Selection of mAb escape variants

Escape variants were selected as previously reported15,48. mAb CD6 was mixed with 106 plaque forming units of H6N1CA/09 virus and inoculated into 10-day-old embryonated chicken eggs. This reassortant virus was elected for generation of escape variants in order to keep the use of H6 reassortant viruses consistent with that used in subsequent ELLA. As the initial selection did not result in escape variants that resisted inhibition by CD6 in plaque assay, further selections were performed. Briefly, allantoic fluid (P1) from the initial selection was pooled and inoculated into eggs to allow the expansion of residual parent virus (if any) and potential variants. Allantoic fluid collected from these eggs (P2) was pooled, mixed with mAb CD6 and inoculated into eggs again. This process was repeated two more times, and the resultant P5 allantoic fluid was collected from individual eggs and tested in plaque assay. Three large plaques that formed in the presence of CD6 were picked and expanded in eggs. P6 viruses (expanded from each single plaque) were characterized and sequenced. The NA gene was amplified by reverse transcription–PCR49 and PCR products were sequenced at the core facility of Center for Biologics Evaluation and Research, Food and Drug Administration.

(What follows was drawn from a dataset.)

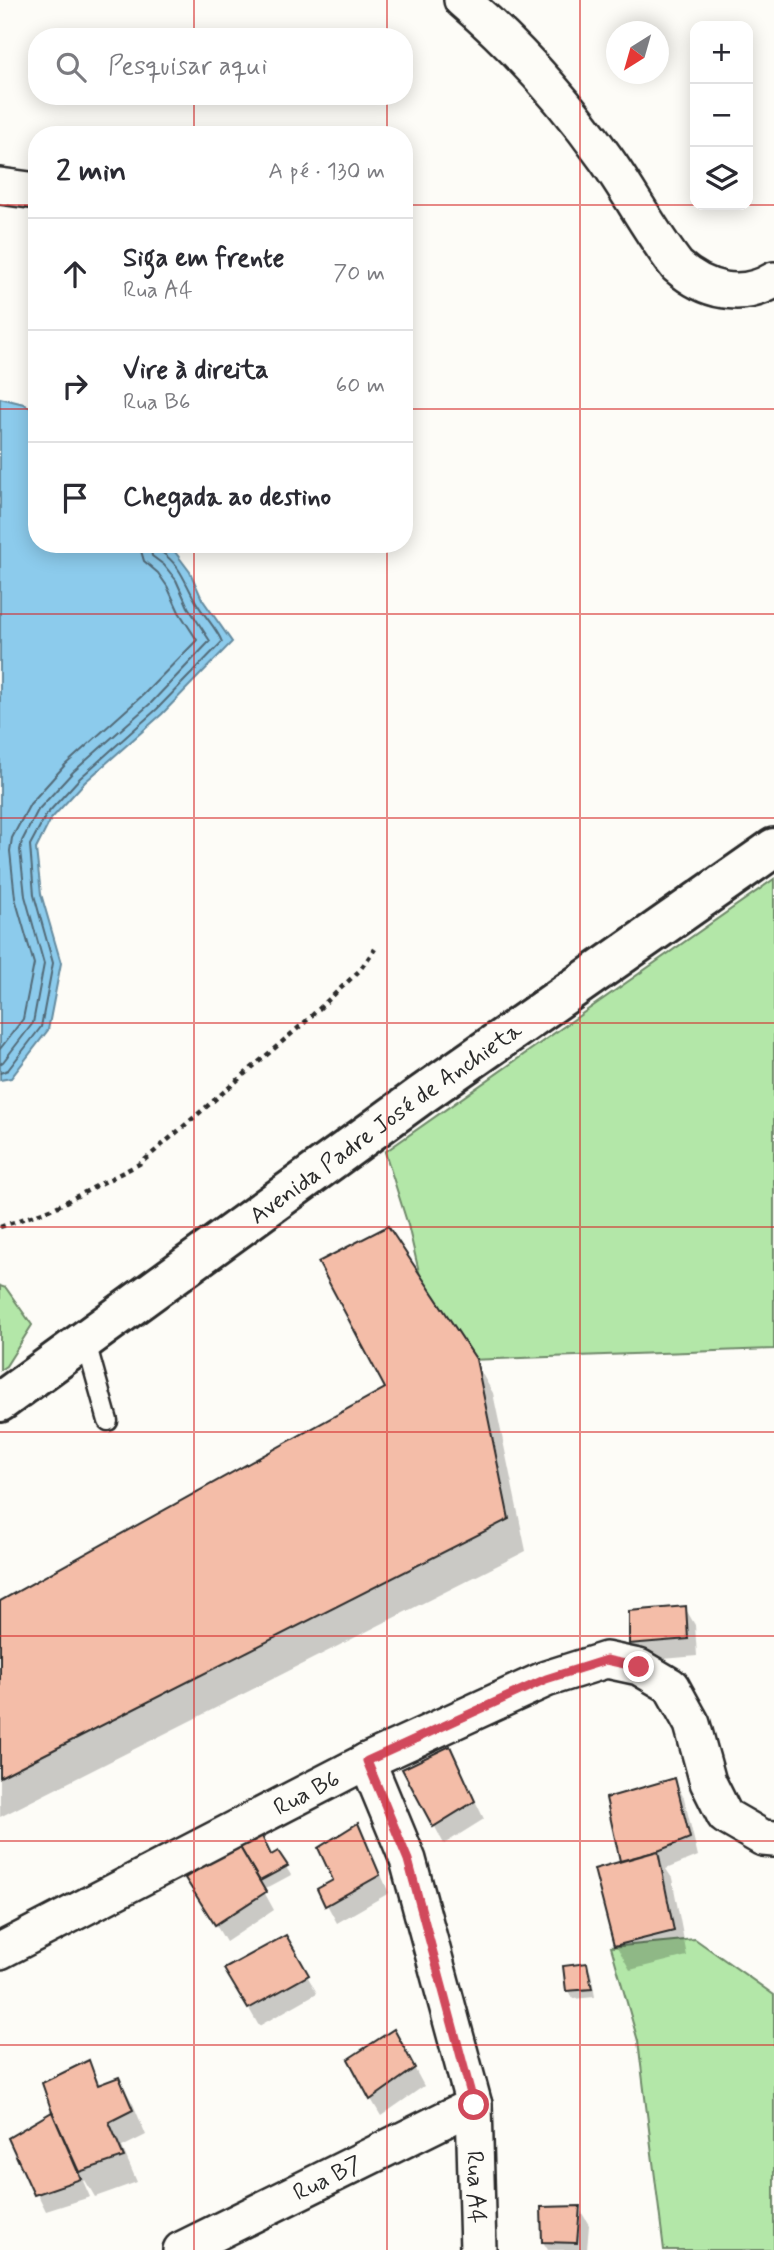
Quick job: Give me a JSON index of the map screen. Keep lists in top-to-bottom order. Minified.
{"streets":{"main road":["Avenida Padre José de Anchieta"],"street":["Rua B6","Rua B7","Rua A4"]},"crossings":[["Rua B6","Rua A4"],["Rua B7","Rua A4"]],"north":"bottom left","page":{"map_buttons":["+","−"],"search":"Pesquisar aqui","heading":["2 min","A pé · 130 m"],"list":[["Siga em frente","Rua A4","70 m"],["Vire à direita","Rua B6","60 m"],"Chegada ao destino"]}}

Prophylactic and therapeutic studies

All mouse studies followed protocols approved by the Institutional (Center for Biologics Evaluation and Research, Food and Drug Administration) Animal Care and Use Committee and followed federal guidelines. Female DBA/2 mice (7-week-old, five mice per cage) were received from the Jackson Laboratory and housed with food and water supplied ad libitum. Cages were randomly assigned to experimental groups composed of 15 mice, a number adequate to demonstrate differences in survival (n=10) and lung virus titres (n=5). To examine the prophylactic efficacy of CD6, mAb was administered i.p. 12 h before intranasal challenge with 10 LD50 of CA/09-X179A. On day 3 p.c., five mice in each group were euthanized and the lungs were collected for virus titration in MDCK cells. To examine the therapeutic efficacy, groups of DBA/2 mice (n=10) were treated with CD6 after virus infection. In all experiments, body weight and mortality were monitored for up to 14 days p.c. Mice that were moribund or lost ≥25% weight were euthanized. The persons monitoring experimental animals but not the primary investigator were blinded to group allocation.

Phylogenetic analyses

pH1N1 NA gene sequences available from the GISAID Epiflu database (http://www.gisaid.org) excluding duplicates, those without full dates of collection or propagated in eggs (n=7,958) were aligned using MAFFT50. Neighbour-joining phylogenetic tree of all pH1N1 NA genes was constructed in MEGA version 5 using Tamura-Nei nucleotide substitutions model51. For Bayesian molecular clock analysis, a random sampling of ten viruses per year since 2009 were added to a subset of viruses with mutations at NA amino-acid residues 95, 449 or 451 and the current vaccine strain, CA/09, for a final data set of 182 taxa. Temporal phylogenies were inferred using a log normal distribution-relaxed molecular clock with the SRD06 substitution model in BEAST v1.7.0 using Bayesian ancestral state reconstruction52. Chain lengths of 150 million steps were used with a 10% burn-in removed in two independent runs.

Additional information

Accession codes: Coordinates and structure factors for CD6 Fab/NA complex have been deposited in the Protein Data Bank under accession code 4QNP.

How to cite this article: Wan, H. et al. Structural characterization of a protective epitope spanning A(H1N1)pdm09 influenza virus neuraminidase monomers. Nat. Commun. 6:6114 doi: 10.1038/ncomms7114 (2015).